(Exercise directions) Each line in the entries below that holds the word "textBaseline" belongs in the answer.

Stored data entries

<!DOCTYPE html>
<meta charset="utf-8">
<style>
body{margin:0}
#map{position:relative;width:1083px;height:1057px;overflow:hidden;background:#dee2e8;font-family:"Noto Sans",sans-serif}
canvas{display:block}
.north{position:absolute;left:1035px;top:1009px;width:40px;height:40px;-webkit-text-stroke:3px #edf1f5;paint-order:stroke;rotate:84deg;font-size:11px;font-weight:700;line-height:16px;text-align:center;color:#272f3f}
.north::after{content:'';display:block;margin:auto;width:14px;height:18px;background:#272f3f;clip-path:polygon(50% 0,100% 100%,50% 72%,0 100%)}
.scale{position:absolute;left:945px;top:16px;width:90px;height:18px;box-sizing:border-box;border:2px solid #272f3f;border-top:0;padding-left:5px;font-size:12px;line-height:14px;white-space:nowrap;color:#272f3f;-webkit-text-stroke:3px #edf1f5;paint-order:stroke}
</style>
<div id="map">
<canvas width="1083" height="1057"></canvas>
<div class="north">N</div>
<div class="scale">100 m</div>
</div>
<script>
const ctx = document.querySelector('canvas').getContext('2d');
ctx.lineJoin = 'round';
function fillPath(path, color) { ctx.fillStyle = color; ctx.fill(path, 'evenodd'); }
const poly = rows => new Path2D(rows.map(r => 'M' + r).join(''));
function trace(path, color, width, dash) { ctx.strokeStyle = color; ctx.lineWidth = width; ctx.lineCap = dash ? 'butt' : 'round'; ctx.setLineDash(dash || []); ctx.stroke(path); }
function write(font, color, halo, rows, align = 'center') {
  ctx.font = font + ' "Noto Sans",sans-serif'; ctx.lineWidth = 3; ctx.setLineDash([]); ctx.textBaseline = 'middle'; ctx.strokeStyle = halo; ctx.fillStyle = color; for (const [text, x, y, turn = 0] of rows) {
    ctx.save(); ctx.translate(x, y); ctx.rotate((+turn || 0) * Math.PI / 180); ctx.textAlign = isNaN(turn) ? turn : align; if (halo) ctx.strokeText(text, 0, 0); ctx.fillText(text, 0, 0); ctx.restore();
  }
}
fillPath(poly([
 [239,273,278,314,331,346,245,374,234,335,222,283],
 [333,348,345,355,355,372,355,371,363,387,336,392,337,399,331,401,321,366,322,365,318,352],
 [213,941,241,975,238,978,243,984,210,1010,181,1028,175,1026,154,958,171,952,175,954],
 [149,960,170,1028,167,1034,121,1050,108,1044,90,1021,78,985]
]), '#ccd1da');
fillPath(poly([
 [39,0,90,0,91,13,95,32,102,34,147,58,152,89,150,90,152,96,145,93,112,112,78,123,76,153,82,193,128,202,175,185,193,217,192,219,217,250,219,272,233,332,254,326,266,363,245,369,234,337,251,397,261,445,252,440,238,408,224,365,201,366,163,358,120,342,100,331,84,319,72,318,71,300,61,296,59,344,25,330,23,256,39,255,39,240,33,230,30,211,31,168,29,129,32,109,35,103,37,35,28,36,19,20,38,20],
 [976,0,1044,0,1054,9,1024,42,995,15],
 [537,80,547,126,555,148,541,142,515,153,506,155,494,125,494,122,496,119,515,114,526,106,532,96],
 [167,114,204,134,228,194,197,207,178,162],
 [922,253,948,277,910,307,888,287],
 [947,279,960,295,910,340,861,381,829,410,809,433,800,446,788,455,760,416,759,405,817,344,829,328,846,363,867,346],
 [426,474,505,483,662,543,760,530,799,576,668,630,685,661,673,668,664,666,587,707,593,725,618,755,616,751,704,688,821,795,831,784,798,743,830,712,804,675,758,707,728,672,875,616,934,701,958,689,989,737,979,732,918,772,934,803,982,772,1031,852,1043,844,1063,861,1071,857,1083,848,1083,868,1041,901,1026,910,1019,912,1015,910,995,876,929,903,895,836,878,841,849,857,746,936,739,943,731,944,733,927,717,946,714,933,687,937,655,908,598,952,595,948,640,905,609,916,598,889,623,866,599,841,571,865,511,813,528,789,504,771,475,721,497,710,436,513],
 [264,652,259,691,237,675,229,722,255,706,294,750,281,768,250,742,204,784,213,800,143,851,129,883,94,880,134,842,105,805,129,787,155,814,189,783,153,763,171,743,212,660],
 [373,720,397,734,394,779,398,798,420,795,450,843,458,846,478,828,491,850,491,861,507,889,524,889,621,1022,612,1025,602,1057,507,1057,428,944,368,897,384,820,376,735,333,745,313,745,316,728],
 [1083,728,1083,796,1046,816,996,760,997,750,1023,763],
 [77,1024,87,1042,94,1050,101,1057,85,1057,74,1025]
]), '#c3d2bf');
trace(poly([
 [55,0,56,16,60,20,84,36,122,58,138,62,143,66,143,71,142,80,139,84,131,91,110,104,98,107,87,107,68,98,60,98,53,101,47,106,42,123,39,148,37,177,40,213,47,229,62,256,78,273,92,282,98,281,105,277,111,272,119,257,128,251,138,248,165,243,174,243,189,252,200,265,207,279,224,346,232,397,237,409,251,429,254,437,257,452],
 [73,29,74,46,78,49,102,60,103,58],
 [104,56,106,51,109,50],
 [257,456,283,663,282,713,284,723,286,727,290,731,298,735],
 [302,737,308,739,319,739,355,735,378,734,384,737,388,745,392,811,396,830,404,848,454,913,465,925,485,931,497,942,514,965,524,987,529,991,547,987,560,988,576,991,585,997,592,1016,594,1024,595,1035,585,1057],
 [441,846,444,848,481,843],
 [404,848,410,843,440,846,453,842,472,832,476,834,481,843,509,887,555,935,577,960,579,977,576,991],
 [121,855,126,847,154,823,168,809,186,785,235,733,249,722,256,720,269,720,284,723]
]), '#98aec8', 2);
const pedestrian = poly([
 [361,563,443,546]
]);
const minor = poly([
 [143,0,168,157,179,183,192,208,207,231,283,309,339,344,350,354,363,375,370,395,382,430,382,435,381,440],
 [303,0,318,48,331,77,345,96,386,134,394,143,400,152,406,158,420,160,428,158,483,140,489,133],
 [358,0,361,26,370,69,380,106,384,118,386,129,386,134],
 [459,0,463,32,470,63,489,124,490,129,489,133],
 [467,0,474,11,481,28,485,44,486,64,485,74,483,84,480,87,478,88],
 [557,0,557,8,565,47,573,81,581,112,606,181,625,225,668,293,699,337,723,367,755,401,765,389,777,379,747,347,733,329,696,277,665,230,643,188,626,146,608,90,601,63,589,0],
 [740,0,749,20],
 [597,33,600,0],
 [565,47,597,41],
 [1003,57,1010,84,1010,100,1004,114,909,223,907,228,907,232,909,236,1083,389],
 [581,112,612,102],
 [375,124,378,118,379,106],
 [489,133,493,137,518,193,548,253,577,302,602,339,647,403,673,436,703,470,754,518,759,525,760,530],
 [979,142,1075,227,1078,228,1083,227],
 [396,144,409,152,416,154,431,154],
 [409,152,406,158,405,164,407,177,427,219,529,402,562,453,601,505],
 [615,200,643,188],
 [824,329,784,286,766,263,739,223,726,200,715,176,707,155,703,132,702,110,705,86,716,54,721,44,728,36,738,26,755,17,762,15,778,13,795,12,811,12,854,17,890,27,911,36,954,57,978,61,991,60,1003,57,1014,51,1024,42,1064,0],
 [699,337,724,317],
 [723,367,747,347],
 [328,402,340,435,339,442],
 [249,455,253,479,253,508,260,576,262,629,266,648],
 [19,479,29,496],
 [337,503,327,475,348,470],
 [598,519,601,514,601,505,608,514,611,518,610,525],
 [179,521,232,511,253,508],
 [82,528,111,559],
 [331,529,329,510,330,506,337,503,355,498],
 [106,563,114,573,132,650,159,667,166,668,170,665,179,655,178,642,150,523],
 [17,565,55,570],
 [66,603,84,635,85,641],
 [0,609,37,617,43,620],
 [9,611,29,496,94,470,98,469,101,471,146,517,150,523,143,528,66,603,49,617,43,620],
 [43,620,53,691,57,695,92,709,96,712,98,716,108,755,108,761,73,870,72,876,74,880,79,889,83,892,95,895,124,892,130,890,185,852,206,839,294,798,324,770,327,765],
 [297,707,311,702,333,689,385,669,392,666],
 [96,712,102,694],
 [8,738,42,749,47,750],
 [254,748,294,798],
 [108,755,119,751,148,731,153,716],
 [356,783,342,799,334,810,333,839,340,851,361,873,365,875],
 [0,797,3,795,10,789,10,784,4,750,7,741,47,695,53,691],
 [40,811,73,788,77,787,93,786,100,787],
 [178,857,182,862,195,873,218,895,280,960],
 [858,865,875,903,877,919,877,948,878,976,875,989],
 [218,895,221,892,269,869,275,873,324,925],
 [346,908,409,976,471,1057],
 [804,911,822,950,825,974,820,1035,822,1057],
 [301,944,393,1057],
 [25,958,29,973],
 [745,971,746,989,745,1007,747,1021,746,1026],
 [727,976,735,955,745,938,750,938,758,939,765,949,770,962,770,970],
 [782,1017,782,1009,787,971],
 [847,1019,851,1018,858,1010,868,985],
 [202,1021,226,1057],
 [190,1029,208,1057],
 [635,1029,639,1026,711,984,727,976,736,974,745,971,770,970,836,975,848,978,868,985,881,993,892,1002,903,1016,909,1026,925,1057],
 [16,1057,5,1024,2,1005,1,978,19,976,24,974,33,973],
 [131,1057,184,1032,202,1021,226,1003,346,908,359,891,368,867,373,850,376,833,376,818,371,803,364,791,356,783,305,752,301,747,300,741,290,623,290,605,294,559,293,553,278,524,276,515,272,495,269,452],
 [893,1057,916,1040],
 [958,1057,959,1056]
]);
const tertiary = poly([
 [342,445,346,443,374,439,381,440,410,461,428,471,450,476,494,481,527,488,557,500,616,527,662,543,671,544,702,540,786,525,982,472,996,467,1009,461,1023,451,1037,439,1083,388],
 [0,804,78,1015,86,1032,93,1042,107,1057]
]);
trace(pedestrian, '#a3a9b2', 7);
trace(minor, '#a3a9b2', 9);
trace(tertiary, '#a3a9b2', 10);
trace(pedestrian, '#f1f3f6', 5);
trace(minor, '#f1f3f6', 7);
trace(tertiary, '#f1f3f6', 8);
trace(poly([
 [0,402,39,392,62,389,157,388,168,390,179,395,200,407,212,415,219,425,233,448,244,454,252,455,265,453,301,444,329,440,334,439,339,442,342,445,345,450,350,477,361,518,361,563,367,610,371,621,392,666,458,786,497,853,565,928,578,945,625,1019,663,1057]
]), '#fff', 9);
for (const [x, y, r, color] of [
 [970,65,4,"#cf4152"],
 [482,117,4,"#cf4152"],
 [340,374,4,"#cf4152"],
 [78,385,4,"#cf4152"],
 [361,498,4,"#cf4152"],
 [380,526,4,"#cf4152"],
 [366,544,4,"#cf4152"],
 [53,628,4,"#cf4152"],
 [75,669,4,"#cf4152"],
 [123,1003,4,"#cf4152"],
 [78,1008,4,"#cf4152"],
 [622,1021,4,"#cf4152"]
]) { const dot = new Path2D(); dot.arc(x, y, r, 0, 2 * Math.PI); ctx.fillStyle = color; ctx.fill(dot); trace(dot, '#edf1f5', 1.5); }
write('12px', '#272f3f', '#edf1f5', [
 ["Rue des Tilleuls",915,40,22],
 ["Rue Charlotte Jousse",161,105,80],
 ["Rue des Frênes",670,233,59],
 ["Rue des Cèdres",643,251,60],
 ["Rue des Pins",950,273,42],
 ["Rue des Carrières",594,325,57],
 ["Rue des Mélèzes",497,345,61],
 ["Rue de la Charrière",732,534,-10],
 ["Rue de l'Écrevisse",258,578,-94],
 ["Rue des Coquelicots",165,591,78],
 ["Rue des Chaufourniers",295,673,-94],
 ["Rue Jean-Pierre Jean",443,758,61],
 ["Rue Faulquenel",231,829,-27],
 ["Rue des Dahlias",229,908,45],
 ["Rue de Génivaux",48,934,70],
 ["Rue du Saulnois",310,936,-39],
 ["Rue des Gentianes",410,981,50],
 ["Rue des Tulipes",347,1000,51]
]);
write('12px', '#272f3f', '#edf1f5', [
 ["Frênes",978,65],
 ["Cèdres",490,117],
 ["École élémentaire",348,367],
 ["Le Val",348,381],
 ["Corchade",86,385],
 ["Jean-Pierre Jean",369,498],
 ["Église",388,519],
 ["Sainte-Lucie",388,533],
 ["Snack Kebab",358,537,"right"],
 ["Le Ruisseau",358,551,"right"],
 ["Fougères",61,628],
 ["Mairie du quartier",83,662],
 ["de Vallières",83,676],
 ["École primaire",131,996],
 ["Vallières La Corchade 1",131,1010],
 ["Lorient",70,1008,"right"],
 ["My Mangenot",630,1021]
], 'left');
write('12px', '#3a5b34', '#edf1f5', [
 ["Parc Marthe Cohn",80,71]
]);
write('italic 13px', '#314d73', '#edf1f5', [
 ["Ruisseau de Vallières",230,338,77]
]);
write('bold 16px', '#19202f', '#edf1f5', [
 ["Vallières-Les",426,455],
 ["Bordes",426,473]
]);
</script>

...

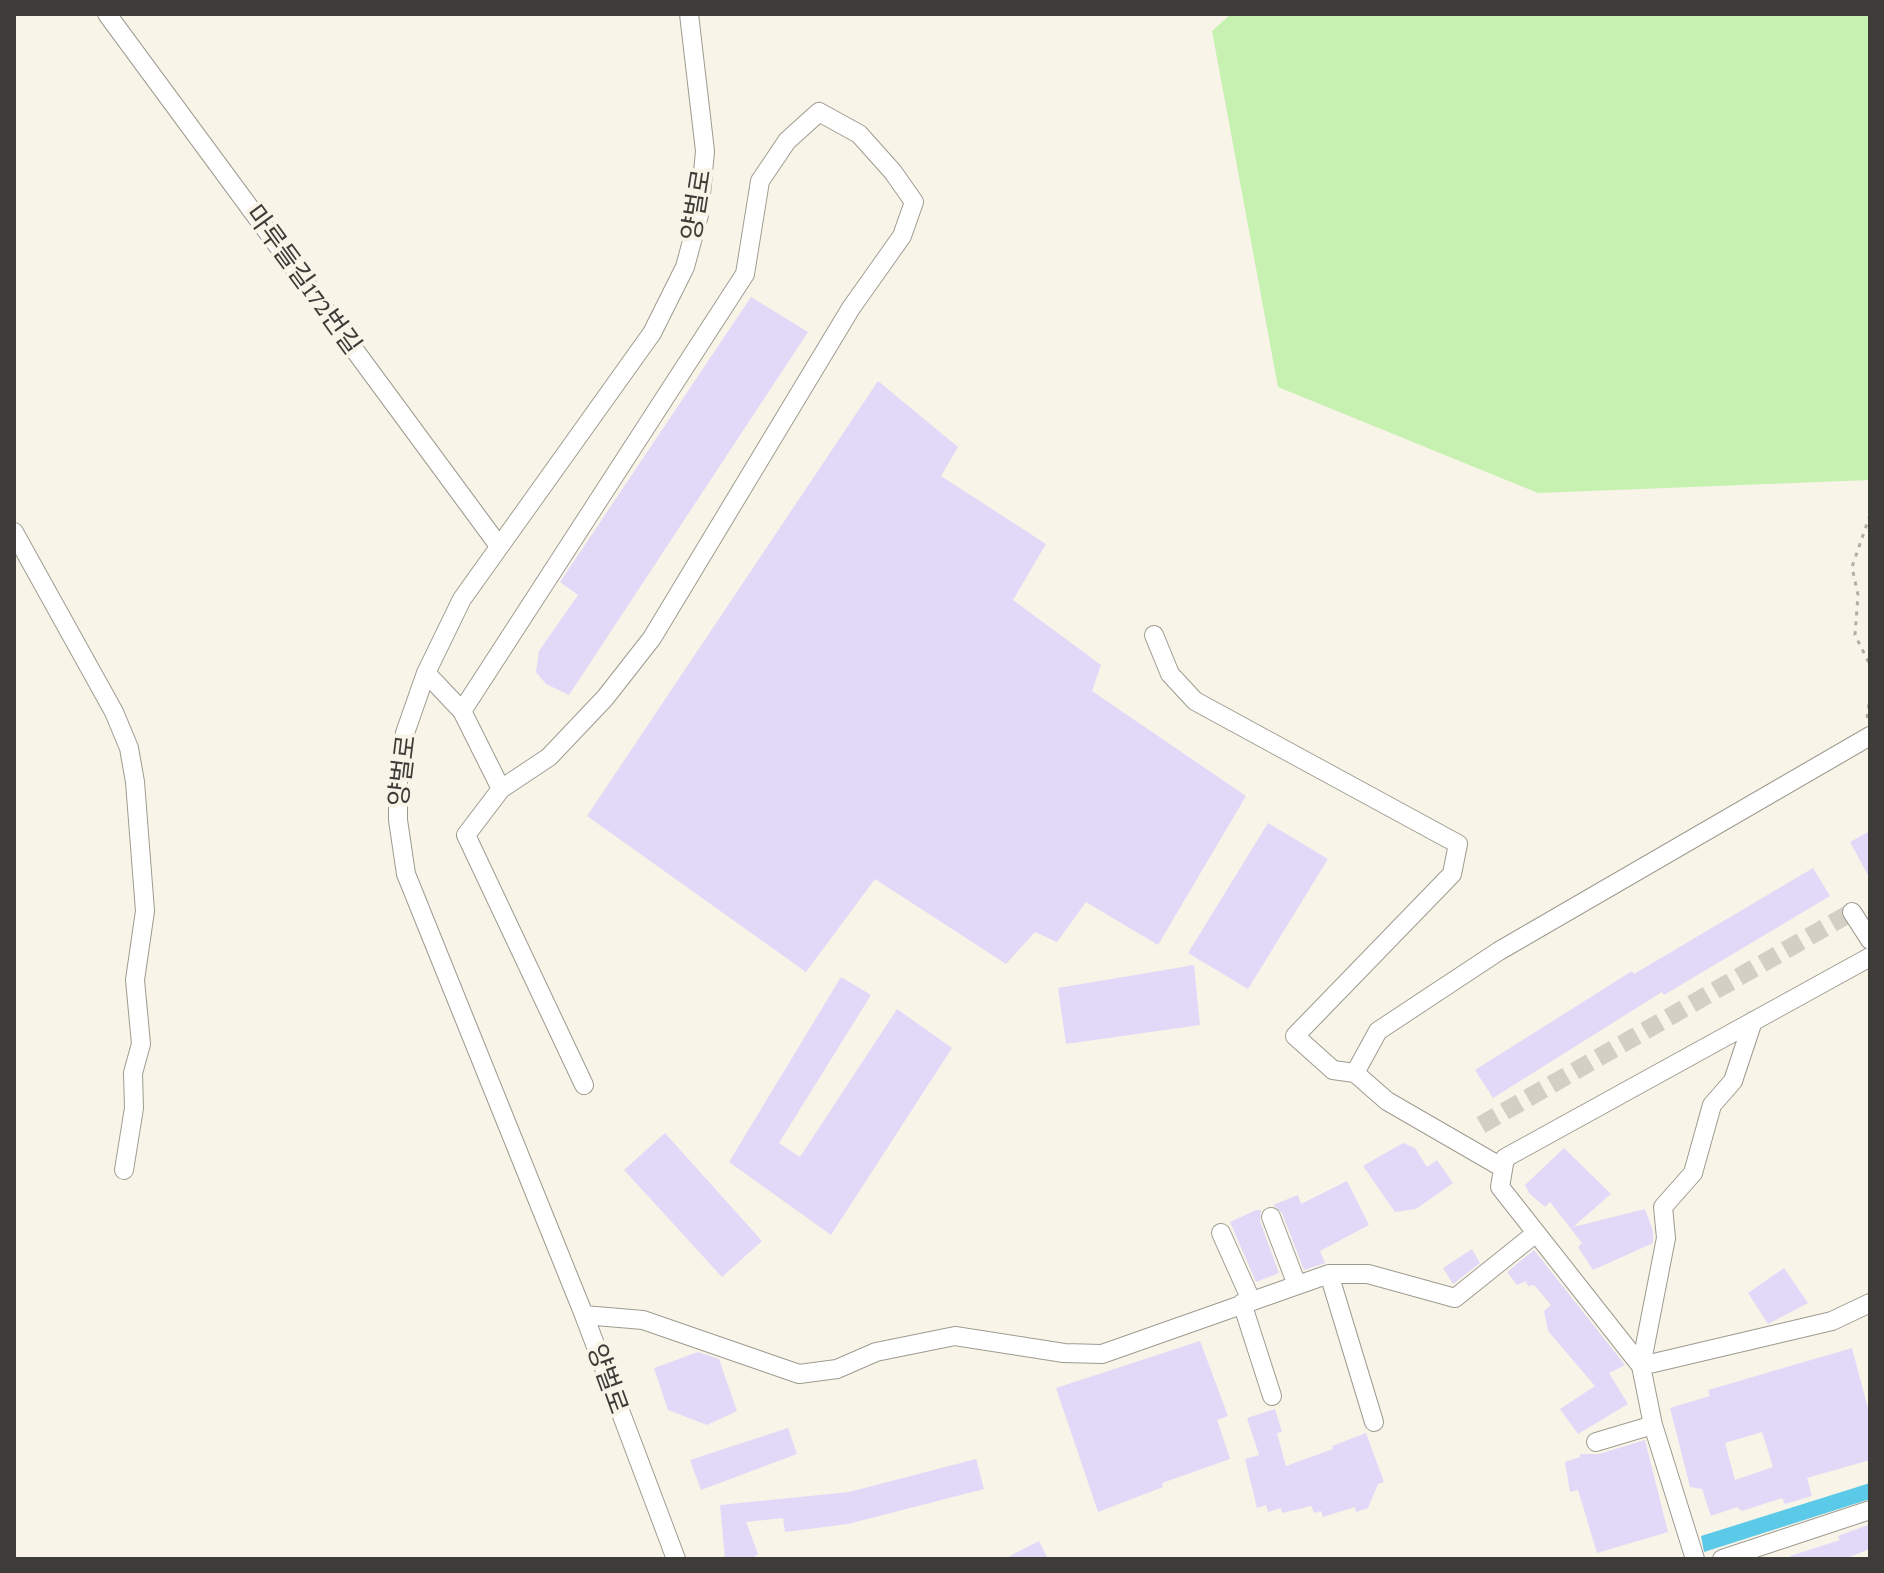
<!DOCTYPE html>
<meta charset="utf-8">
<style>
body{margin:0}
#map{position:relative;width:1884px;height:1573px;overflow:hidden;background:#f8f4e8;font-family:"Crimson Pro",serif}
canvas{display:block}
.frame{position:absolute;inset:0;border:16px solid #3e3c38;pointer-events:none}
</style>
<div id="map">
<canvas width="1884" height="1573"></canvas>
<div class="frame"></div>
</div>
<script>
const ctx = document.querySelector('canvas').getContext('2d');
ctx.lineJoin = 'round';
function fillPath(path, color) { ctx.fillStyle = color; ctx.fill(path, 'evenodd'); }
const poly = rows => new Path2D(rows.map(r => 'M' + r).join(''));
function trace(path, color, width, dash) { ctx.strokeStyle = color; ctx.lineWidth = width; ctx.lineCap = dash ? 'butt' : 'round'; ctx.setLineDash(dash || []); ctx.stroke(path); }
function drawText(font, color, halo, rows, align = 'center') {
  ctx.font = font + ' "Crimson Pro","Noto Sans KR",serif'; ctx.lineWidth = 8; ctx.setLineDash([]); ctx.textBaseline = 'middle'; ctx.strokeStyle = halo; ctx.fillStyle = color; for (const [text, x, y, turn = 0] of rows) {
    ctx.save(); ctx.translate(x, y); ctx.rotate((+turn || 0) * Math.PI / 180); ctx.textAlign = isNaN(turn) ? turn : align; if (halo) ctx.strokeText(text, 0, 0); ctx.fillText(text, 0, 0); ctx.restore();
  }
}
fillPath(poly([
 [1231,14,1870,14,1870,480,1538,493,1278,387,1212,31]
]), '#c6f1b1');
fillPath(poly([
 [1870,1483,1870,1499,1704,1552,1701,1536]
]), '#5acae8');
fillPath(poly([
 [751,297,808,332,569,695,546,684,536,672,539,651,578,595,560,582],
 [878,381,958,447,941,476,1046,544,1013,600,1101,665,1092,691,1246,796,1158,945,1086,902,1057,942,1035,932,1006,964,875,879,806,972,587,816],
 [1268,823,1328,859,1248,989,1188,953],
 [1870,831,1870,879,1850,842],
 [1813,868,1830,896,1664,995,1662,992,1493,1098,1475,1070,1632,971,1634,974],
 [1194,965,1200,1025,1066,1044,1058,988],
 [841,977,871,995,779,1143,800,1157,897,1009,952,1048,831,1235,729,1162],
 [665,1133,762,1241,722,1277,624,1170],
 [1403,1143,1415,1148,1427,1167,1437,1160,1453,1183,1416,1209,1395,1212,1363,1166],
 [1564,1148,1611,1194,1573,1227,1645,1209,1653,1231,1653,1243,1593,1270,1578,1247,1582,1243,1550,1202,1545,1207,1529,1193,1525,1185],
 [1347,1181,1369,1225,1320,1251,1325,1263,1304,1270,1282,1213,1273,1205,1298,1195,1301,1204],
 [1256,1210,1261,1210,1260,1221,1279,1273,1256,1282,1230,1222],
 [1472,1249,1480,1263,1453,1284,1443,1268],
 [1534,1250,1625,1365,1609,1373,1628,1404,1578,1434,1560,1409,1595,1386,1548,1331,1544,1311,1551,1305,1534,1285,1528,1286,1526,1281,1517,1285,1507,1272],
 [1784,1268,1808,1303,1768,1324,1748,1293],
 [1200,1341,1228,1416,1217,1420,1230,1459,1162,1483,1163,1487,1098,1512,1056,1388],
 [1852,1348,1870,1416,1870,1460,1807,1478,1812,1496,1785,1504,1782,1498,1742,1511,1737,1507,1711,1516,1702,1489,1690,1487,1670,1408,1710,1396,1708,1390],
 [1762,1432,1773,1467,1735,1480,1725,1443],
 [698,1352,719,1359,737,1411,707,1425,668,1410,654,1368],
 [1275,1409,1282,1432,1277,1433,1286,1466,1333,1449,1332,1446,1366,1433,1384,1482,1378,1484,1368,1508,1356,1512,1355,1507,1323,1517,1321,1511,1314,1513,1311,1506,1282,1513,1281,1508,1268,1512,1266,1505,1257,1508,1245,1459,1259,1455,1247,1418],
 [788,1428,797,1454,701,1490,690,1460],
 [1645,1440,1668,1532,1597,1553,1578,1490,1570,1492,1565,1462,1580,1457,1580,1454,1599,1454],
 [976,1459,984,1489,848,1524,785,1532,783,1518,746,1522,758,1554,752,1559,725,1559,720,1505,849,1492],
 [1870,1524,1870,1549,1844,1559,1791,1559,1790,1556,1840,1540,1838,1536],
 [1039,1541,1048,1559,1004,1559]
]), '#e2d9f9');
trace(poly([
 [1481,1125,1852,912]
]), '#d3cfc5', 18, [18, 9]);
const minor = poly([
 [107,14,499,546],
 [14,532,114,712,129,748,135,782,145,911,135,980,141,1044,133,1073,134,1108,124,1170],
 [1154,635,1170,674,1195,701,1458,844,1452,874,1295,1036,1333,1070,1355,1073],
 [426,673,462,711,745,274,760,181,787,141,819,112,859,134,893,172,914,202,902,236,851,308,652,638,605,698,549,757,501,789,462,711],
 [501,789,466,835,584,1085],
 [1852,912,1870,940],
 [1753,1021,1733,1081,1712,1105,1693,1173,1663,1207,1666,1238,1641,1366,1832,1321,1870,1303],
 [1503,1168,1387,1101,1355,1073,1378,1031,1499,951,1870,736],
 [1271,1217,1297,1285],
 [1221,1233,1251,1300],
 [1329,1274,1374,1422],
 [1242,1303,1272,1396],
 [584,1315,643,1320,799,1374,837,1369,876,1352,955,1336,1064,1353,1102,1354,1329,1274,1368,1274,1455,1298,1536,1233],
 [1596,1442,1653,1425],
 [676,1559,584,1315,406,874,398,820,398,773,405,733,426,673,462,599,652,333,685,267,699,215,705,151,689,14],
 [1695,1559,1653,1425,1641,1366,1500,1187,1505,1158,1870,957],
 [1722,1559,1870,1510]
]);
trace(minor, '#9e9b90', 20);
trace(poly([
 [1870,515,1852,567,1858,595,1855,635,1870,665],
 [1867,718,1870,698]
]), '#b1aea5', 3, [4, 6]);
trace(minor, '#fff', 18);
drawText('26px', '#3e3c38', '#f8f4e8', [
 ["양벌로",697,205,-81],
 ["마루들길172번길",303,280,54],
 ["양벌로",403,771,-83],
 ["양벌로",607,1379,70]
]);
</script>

(Task result)
  ctx.font = font + ' "Noto Sans",sans-serif'; ctx.lineWidth = 3; ctx.setLineDash([]); ctx.textBaseline = 'middle'; ctx.strokeStyle = halo; ctx.fillStyle = color; for (const [text, x, y, turn = 0] of rows) {
  ctx.font = font + ' "Crimson Pro","Noto Sans KR",serif'; ctx.lineWidth = 8; ctx.setLineDash([]); ctx.textBaseline = 'middle'; ctx.strokeStyle = halo; ctx.fillStyle = color; for (const [text, x, y, turn = 0] of rows) {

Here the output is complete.